---------- EXCERPTED DATA

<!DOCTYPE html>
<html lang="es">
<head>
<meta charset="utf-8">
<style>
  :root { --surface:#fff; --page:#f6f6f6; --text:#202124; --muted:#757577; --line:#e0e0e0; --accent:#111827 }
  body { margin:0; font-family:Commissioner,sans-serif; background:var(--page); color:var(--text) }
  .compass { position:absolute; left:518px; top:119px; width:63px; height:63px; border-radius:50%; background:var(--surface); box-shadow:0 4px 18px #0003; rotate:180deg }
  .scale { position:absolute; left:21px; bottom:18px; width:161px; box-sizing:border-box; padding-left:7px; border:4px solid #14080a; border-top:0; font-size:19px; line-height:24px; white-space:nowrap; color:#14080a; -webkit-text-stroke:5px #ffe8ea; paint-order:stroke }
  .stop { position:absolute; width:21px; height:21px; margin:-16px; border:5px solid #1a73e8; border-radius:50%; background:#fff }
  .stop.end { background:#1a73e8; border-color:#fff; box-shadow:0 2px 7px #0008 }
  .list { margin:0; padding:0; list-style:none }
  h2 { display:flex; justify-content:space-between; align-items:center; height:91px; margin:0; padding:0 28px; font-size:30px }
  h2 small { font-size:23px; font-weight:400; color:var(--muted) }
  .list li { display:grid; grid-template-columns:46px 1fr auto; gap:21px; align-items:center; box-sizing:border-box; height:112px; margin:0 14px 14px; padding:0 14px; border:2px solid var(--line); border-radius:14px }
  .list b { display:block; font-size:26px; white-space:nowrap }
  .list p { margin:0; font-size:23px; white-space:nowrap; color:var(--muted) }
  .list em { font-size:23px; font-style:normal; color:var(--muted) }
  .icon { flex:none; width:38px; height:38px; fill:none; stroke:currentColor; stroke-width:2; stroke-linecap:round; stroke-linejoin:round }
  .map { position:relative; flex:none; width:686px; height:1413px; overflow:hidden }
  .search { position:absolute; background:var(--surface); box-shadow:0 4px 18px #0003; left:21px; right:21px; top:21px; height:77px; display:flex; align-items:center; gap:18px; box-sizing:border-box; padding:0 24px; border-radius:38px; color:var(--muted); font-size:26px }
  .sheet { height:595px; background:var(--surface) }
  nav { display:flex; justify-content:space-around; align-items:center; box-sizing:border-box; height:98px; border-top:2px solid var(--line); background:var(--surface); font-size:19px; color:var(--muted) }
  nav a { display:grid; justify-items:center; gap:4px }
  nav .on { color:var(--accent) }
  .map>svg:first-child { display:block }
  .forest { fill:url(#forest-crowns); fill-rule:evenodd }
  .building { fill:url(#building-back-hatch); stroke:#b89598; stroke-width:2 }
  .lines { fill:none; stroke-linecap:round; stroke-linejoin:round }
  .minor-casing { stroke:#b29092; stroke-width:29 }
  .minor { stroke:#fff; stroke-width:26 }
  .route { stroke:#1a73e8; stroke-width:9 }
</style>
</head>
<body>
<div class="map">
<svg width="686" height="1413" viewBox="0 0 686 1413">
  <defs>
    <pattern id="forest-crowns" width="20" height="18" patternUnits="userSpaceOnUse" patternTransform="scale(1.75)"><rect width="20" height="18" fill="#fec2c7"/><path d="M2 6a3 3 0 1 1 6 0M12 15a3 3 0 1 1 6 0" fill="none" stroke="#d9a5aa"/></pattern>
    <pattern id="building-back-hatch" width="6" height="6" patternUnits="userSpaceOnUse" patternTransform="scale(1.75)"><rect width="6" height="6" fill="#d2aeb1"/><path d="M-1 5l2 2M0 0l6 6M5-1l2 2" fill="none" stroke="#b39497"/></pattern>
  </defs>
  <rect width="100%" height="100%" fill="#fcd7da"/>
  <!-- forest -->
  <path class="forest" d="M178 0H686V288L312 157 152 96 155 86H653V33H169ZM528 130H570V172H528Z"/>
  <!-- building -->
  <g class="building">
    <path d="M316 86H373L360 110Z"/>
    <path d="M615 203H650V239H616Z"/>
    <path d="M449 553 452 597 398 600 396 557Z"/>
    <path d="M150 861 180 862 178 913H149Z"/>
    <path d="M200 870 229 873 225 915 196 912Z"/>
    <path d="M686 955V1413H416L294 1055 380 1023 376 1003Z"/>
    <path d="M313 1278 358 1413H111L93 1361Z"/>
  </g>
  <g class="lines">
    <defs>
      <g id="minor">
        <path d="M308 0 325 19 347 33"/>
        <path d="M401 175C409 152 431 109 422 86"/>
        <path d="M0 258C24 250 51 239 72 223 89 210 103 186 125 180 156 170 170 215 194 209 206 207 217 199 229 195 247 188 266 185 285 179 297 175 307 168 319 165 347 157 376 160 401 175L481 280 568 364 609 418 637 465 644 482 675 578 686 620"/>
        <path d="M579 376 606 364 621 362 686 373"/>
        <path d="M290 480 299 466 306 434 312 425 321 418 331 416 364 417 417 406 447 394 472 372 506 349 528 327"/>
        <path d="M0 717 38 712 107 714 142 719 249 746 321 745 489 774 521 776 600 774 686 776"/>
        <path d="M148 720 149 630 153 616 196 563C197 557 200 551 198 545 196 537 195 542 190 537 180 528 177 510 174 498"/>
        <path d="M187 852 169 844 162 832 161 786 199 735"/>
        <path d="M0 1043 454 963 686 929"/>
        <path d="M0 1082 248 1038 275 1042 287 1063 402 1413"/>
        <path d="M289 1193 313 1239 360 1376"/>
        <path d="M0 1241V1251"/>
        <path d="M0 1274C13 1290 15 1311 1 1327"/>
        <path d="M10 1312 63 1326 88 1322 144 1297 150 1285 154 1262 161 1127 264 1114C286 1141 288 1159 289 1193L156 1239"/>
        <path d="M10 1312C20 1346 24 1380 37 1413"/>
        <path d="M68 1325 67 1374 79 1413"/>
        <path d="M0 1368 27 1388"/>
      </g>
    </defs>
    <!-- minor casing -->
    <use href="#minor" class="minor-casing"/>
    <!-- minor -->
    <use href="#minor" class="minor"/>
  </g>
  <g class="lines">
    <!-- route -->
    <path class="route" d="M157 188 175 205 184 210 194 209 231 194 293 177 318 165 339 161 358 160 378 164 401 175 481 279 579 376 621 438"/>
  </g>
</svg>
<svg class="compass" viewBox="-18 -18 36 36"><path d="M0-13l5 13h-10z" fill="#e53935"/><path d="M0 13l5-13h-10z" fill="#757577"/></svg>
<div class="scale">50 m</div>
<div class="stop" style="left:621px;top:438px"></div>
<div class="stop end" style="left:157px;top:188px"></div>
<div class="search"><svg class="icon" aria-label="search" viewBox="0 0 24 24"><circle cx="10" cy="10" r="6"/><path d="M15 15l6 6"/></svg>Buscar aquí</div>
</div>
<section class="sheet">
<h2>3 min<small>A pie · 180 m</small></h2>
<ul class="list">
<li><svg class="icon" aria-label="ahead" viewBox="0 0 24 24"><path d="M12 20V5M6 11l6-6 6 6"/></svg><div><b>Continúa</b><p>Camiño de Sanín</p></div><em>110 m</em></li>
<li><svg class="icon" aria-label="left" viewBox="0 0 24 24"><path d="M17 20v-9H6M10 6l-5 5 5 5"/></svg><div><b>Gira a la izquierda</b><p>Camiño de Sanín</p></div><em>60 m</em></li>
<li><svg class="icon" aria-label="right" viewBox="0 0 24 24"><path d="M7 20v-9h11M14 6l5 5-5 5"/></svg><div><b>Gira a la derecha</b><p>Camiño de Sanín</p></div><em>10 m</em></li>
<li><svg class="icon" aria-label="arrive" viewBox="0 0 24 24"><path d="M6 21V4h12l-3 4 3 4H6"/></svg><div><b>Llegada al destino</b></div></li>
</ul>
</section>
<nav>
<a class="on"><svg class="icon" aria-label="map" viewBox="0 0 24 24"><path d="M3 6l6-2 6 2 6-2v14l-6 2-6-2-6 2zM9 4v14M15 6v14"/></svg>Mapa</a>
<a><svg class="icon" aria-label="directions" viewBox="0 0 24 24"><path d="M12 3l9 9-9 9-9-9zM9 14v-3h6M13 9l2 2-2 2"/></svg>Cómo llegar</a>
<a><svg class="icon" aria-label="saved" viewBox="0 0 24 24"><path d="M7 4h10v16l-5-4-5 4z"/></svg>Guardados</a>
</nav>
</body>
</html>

--------------------

- _YOUR OBJECTIVE_
Your task is to copy every line of the entries that contains the string "list".

- _ANSWER TO THIS TASK_
  .list { margin:0; padding:0; list-style:none }
  .list li { display:grid; grid-template-columns:46px 1fr auto; gap:21px; align-items:center; box-sizing:border-box; height:112px; margin:0 14px 14px; padding:0 14px; border:2px solid var(--line); border-radius:14px }
  .list b { display:block; font-size:26px; white-space:nowrap }
  .list p { margin:0; font-size:23px; white-space:nowrap; color:var(--muted) }
  .list em { font-size:23px; font-style:normal; color:var(--muted) }
<ul class="list">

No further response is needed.